La domanda di protezione
La domanda di protezione internazionale può essere presentata dall’interessato sia alla frontiera, sia presso la questura del luogo in cui costui si trova al momento di presentazione della richiesta (il riferimento è ovviamente alla dimora di fatto quando, nella maggioranza dei casi, lo straniero sia privo di autorizzazione al soggiorno e quindi, tanto più, di residenza) (4).

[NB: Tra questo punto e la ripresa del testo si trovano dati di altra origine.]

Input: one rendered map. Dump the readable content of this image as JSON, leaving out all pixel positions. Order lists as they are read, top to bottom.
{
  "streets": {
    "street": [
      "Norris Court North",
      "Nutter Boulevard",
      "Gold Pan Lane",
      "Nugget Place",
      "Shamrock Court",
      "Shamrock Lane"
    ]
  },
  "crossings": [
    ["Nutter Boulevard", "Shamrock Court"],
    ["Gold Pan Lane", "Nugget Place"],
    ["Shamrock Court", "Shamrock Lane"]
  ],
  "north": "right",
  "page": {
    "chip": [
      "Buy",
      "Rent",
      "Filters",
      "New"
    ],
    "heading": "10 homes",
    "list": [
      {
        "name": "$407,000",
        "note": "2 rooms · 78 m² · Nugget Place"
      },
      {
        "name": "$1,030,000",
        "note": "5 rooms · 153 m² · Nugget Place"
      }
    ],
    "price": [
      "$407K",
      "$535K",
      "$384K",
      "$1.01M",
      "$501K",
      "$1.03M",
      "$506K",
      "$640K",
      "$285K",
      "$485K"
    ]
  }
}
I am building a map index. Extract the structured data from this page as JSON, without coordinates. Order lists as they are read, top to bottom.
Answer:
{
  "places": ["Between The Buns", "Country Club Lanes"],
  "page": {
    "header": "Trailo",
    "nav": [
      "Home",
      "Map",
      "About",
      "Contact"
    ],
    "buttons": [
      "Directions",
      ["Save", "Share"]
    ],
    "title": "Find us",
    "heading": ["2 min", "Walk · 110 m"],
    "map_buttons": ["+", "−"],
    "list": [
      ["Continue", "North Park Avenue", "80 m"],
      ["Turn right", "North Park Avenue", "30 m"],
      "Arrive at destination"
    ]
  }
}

La corretta interpretazione della norma (art. 6, c. 1, d.lgs. 25/2008) imporrebbe alle questure di considerarsi competenti sulla base della mera elezione di domicilio del richiedente sul loro territorio di riferimento, almeno riguardo agli stranieri appena giunti in Italia, i quali, prima della formalizzazione della domanda, potrebbero trovarsi nella necessità di essere assistiti e accolti e quindi privi di un’abitazione. In tali casi la richiesta di protezione determinerà in fatto anche il luogo di dimora, coincidente con quello di accoglienza. Ad oggi, alcune questure richiedono una dichiarazione di domiciliazione sottoscritta dal domiciliante, ma si tratta di una prassi illegittima perché contraria a quanto disposto, da ultimo, dall’art. 5, c. 1, del d.lgs. 18 agosto 2015, n. 142.